(Saved entries)
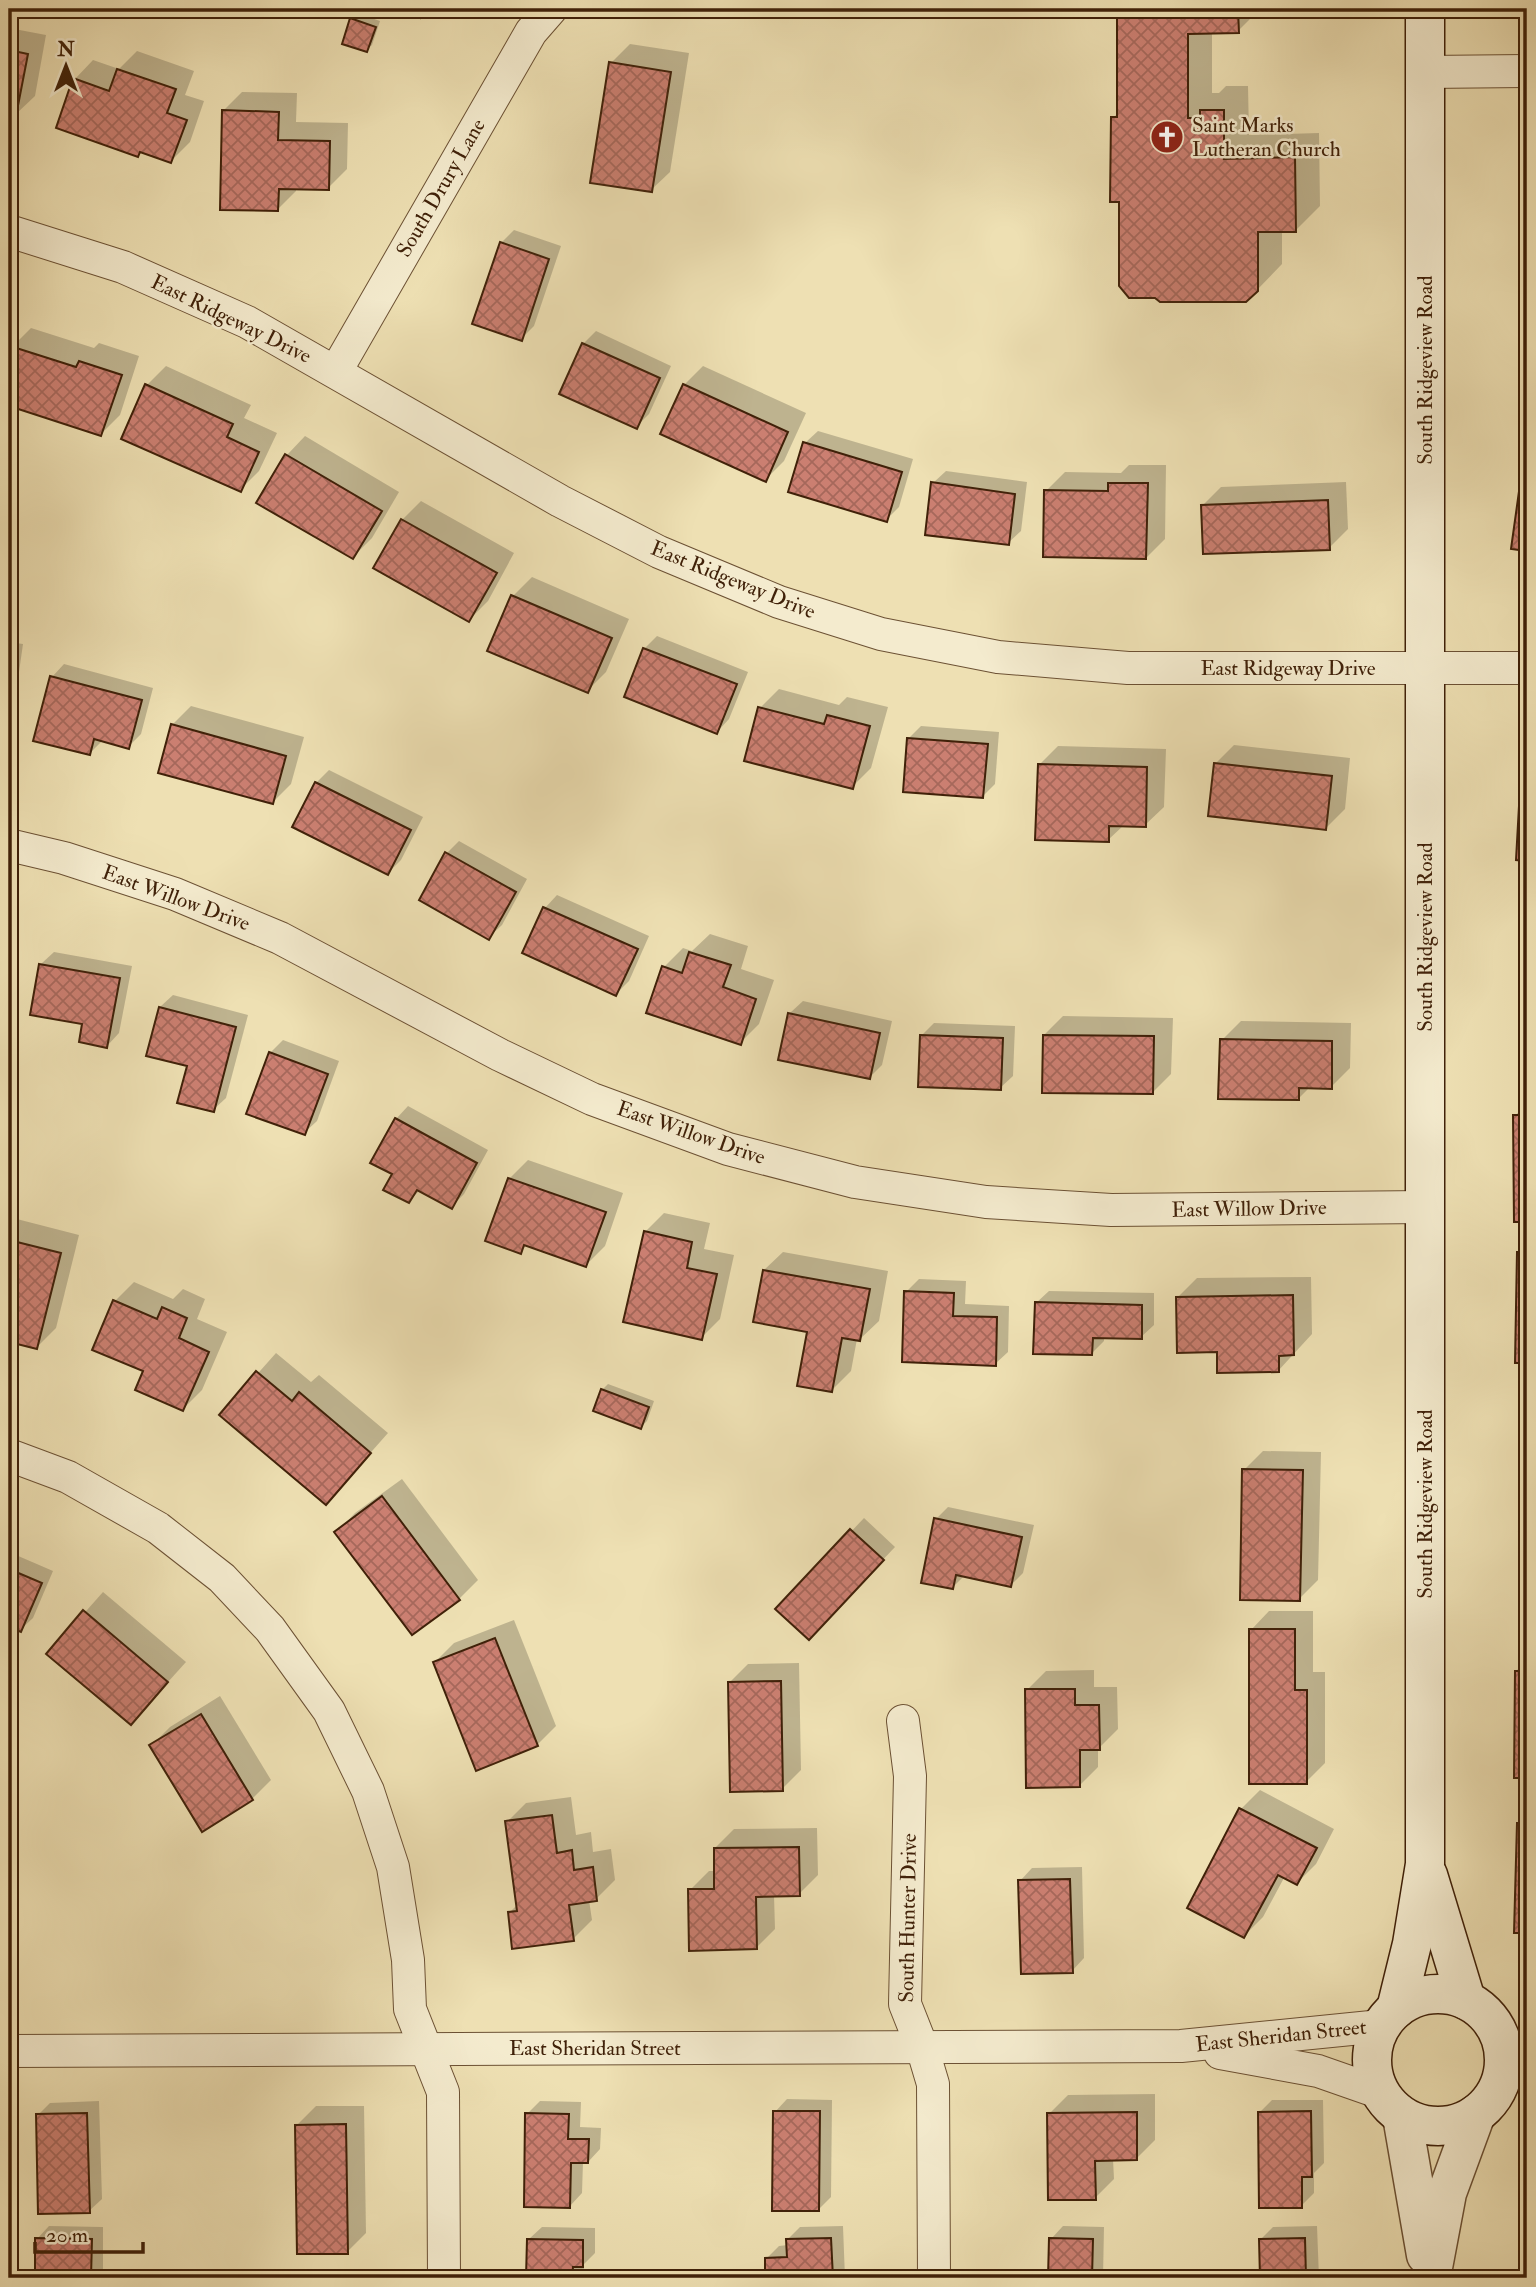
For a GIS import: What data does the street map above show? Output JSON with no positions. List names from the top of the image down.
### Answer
{
  "streets": {
    "main road": ["South Ridgeview Road"],
    "street": [
      "South Drury Lane",
      "East Ridgeway Drive",
      "East Willow Drive",
      "South Hunter Drive",
      "East Sheridan Street"
    ]
  },
  "crossings": [
    ["South Drury Lane", "East Ridgeway Drive"],
    ["East Ridgeway Drive", "South Ridgeview Road"],
    ["South Ridgeview Road", "East Willow Drive"],
    ["South Ridgeview Road", "East Sheridan Street"],
    ["South Hunter Drive", "East Sheridan Street"]
  ],
  "places": {
    "church": ["Saint Marks Lutheran Church"]
  },
  "scale_bar": "20 m",
  "north": "top"
}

Task item
Repeat every entry exactly. Do not include the pictures.

Solution for this problem
For a GIS import: What data does the street map above show? Output JSON with no positions. List names from the top of the image down.
### Answer
{
  "streets": {
    "main road": ["South Ridgeview Road"],
    "street": [
      "South Drury Lane",
      "East Ridgeway Drive",
      "East Willow Drive",
      "South Hunter Drive",
      "East Sheridan Street"
    ]
  },
  "crossings": [
    ["South Drury Lane", "East Ridgeway Drive"],
    ["East Ridgeway Drive", "South Ridgeview Road"],
    ["South Ridgeview Road", "East Willow Drive"],
    ["South Ridgeview Road", "East Sheridan Street"],
    ["South Hunter Drive", "East Sheridan Street"]
  ],
  "places": {
    "church": ["Saint Marks Lutheran Church"]
  },
  "scale_bar": "20 m",
  "north": "top"
}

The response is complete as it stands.